| Assignment |
Look through the data and write out every line with the word "center" in it.

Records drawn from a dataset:
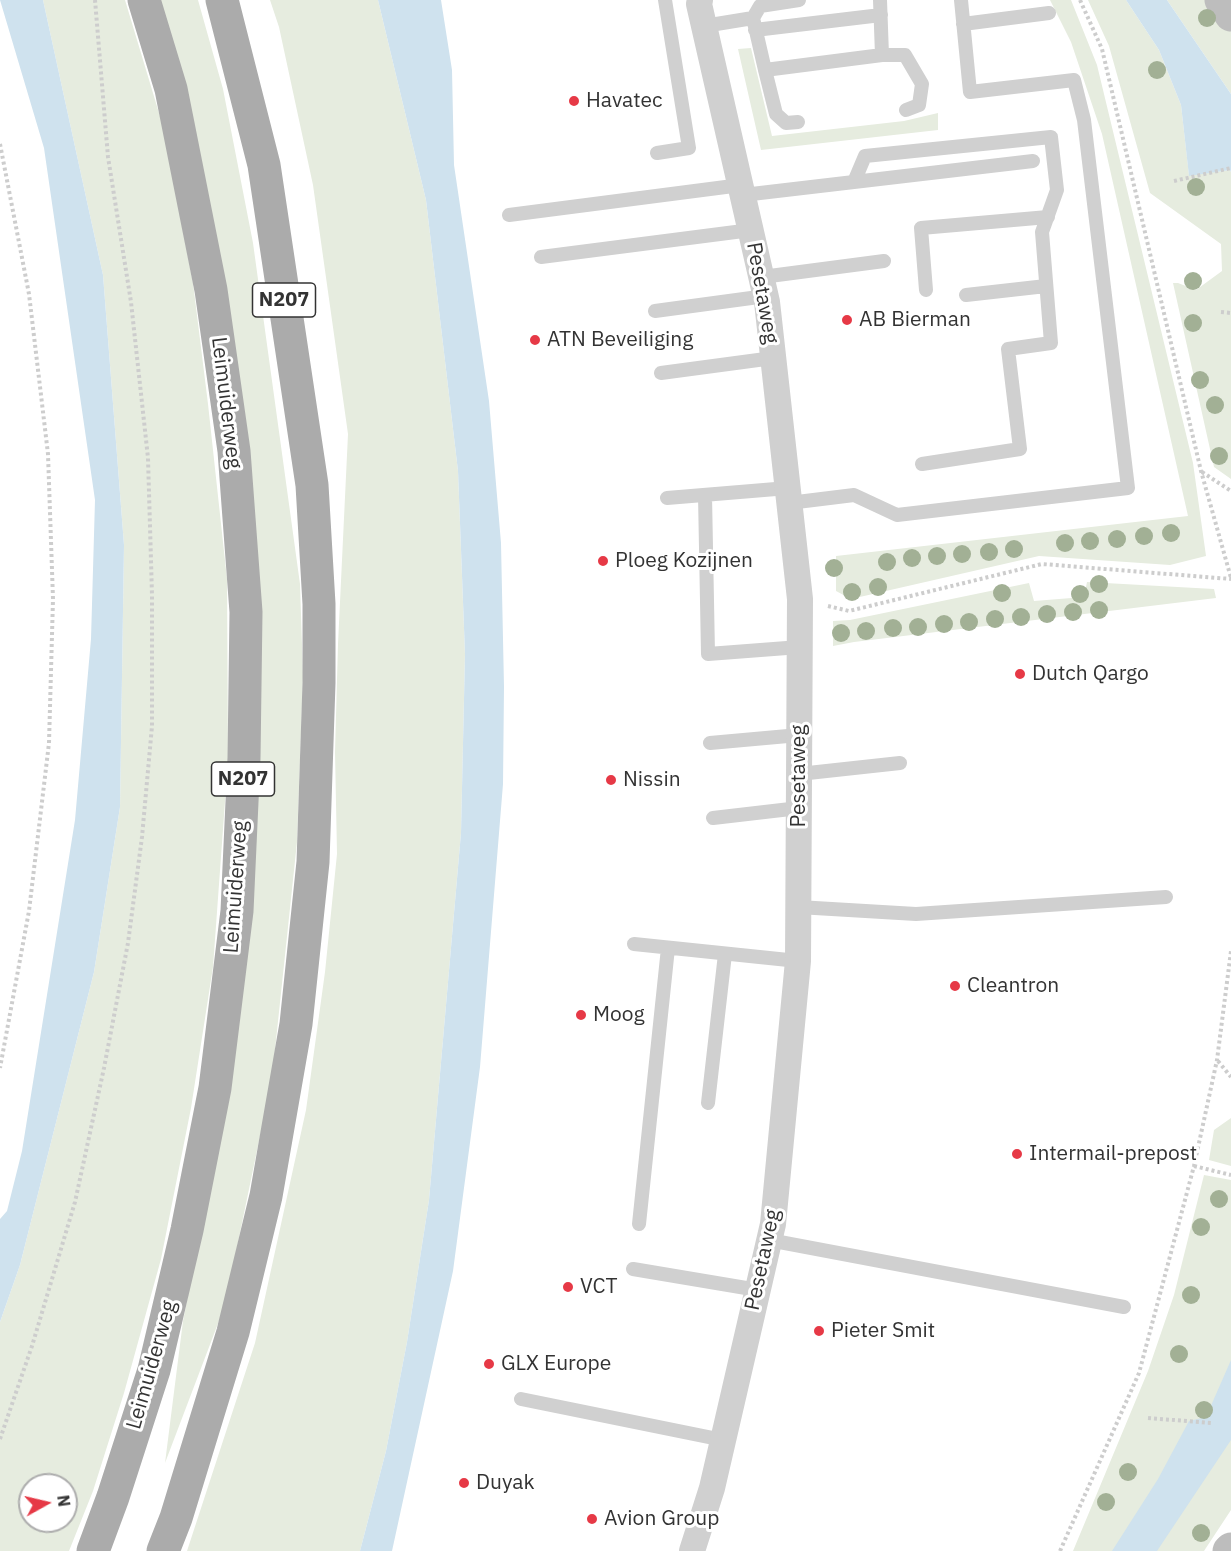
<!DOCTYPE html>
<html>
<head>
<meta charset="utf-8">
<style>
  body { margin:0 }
  #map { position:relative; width:1231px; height:1551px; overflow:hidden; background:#fff; font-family:"IBM Plex Sans",sans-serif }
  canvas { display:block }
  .north { position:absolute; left:18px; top:1473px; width:60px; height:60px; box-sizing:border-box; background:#fff; border:2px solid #adadad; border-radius:50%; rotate:82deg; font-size:16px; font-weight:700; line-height:24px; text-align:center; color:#333 }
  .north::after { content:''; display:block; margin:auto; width:21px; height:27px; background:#e63946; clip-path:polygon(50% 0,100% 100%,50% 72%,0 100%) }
</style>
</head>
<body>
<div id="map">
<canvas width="1231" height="1551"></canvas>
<div class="north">N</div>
</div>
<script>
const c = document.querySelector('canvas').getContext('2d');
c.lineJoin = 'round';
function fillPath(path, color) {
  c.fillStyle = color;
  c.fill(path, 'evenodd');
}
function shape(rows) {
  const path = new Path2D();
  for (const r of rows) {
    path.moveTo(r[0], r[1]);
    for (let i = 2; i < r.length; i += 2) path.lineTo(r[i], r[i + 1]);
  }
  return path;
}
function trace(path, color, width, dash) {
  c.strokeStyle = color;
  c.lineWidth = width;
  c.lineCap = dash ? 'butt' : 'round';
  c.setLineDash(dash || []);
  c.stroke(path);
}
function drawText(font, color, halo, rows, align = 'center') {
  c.font = font + ' "IBM Plex Sans",sans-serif';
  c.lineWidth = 6;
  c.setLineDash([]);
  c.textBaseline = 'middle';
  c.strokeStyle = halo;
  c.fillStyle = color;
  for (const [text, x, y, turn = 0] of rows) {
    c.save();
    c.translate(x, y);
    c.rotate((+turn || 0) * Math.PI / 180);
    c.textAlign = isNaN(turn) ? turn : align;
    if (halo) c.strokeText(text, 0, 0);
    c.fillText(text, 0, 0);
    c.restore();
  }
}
fillPath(shape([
  [43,0,125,0,162,123,193,283,208,404,227,579,228,760,213,967,191,1108,161,1259,124,1393,93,1491,69,1551,0,1551,0,1322,20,1265,94,972,120,807,124,545,103,275],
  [30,1485,66,1485,66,1521,30,1521],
  [157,0,198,0,223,89,253,243,300,584,303,676,297,842,272,1078,225,1305,165,1463,183,1321,194,1265,260,683],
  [270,0,378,0,426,200,458,471,465,654,461,833,429,1200,407,1342,386,1451,360,1551,187,1551,255,1343,306,1110,325,972,337,854,335,752,338,644,348,434,313,185,279,27],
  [1050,0,1071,0,1097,65,1193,463,1206,556,1170,565,1039,556,851,599,836,591,836,556,1188,516,1102,134,1071,42],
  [1088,0,1126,0,1159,50,1181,105,1189,175,1230,170,1231,172,1231,479,1214,467,1173,283,1178,283,1196,290,1222,271,1221,244,1150,193,1109,46],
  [1167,0,1209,0,1231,31,1231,94],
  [751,48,772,136,904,121,938,113,938,130,761,150,738,49],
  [1087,582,1214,589,1216,598,854,642,833,646,833,621,850,620,1029,583,1034,601,1084,597],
  [1231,1118,1231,1166,1209,1160,1214,1130],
  [1204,1175,1231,1180,1231,1510,1204,1551,1073,1551,1148,1371,1174,1295]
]), '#e6ecdf');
fillPath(shape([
  [0,0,43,0,103,275,124,545,120,807,94,972,20,1265,0,1322,0,1219,7,1211,22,1151,75,820,91,639,95,500,44,148],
  [378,0,441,0,452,70,454,165,489,401,501,543,504,687,503,784,480,1067,453,1271,392,1551,360,1551,386,1451,407,1342,429,1200,461,833,465,654,458,471,426,200],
  [1126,0,1167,0,1231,94,1231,172,1230,170,1189,176,1181,105,1159,50],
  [1231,1360,1231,1440,1157,1551,1112,1551,1158,1479,1189,1421,1206,1417]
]), '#cfe2ee');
trace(shape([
  [1080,0,1102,49,1201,471,1231,578],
  [0,144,29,294,48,454,53,599,49,743,29,911,0,1068],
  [1174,181,1231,168],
  [1221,312,1231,313],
  [1202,472,1231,491],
  [828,606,849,611,1042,564,1231,579],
  [1218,1061,1231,1077],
  [1194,1166,1231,1175],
  [1148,1418,1212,1423],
  [0,1439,32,1346,75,1202,104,1068,128,943,142,837,152,726,152,595,148,458,131,302,108,157,95,0],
  [1060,1551,1139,1373,1194,1166,1217,1060,1231,951]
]), '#cdcdcd', 4, [3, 3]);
trace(shape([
  [753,18,760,6,799,0],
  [963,24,1049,13],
  [704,26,753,18,765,70,882,55,880,0],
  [755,30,881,15],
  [882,55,905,55,922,84,919,105,906,110],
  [765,70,776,114,786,123,798,122],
  [657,153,689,148,665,0],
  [854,182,865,156,1051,137,1057,190,1042,232,1051,343,1008,349,1020,449,922,464],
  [743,195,1033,161],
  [509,215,741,185],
  [541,257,751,230],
  [762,277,884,261],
  [926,290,921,228,1048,217],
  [966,295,1046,286],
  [655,311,766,296],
  [661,373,773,358],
  [705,495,708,654,800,647],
  [667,498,788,488],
  [789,503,854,495,897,515,1128,488,1084,120,1074,80,970,92,961,0],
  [710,743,799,735],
  [799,774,900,763],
  [713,818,799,808],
  [798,907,916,914,1166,897],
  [634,944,798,961],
  [708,1103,725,954],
  [639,1224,668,948],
  [769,1240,1124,1307],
  [633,1269,758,1290],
  [521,1399,723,1440]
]), '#d0d0d0', 14);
trace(shape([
  [692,1551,712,1488,773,1224,798,961,800,599,767,302,699,4,700,0]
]), '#d0d0d0', 26);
trace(shape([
  [1221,0,1231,15],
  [1229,1551,1231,1549]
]), '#bdbdbd', 33);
trace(shape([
  [93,1551,113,1497,154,1370,187,1230,215,1088,237,911,244,758,246,612,234,451,211,290,171,89,144,0],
  [163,1551,176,1518,233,1332,266,1196,296,1024,313,862,319,683,319,604,312,485,264,165,222,0]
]), '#ababab', 33);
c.fillStyle = '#a2b095';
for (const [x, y] of [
  [1207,18],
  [1157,70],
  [1196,187],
  [1193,281],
  [1193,323],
  [1200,380],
  [1215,405],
  [1219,456],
  [1171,533],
  [1144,536],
  [1117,539],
  [1090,541],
  [1065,543],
  [1014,549],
  [989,552],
  [962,554],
  [937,556],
  [912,558],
  [887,562],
  [834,568],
  [1099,584],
  [878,587],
  [852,592],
  [1002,593],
  [1080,594],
  [1099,610],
  [1073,612],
  [1047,614],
  [1021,617],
  [995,619],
  [969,622],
  [944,624],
  [918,627],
  [893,628],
  [866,631],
  [841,633],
  [1219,1199],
  [1201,1227],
  [1191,1295],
  [1179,1354],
  [1204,1410],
  [1128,1472],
  [1106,1502],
  [1201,1533]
]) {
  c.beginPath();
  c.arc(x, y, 9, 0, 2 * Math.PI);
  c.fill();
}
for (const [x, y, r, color] of [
  [574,101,6,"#e63946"],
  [847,320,6,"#e63946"],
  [535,340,6,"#e63946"],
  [603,561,6,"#e63946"],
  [1020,674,6,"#e63946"],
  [611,780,6,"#e63946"],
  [955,986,6,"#e63946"],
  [581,1015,6,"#e63946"],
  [1017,1154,6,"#e63946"],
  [568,1287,6,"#e63946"],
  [819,1331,6,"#e63946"],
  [489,1364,6,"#e63946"],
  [464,1483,6,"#e63946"],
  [592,1519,6,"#e63946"]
]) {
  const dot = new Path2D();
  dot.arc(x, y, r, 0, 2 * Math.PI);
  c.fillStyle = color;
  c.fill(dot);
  trace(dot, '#fff', 2);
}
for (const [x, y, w] of [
  [284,300,63],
  [243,779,63]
]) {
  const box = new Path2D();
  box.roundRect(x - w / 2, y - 17, w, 34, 4.5);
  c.fillStyle = '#fff';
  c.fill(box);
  trace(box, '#333', 1.5);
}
drawText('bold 20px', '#333', null, [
  ["N207",284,300],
  ["N207",243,779]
]);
drawText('21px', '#333', '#fff', [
  ["Havatec",586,101],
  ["AB Bierman",859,320],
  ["ATN Beveiliging",547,340],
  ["Ploeg Kozijnen",615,561],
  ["Dutch Qargo",1032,674],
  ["Nissin",623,780],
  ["Cleantron",967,986],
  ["Moog",593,1015],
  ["Intermail-prepost",1029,1154],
  ["VCT",580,1287],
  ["Pieter Smit",831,1331],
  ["GLX Europe",501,1364],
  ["Duyak",476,1483],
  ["Avion Group",604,1519]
], 'left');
drawText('21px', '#333', '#fff', [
  ["Pesetaweg",762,293,80],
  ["Leimuiderweg",226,403,83],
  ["Pesetaweg",799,776,-90],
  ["Leimuiderweg",236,887,-86],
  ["Pesetaweg",763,1260,-78],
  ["Leimuiderweg",152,1365,-74]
]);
</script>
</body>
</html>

| Written solution |
  .north { position:absolute; left:18px; top:1473px; width:60px; height:60px; box-sizing:border-box; background:#fff; border:2px solid #adadad; border-radius:50%; rotate:82deg; font-size:16px; font-weight:700; line-height:24px; text-align:center; color:#333 }
function drawText(font, color, halo, rows, align = 'center') {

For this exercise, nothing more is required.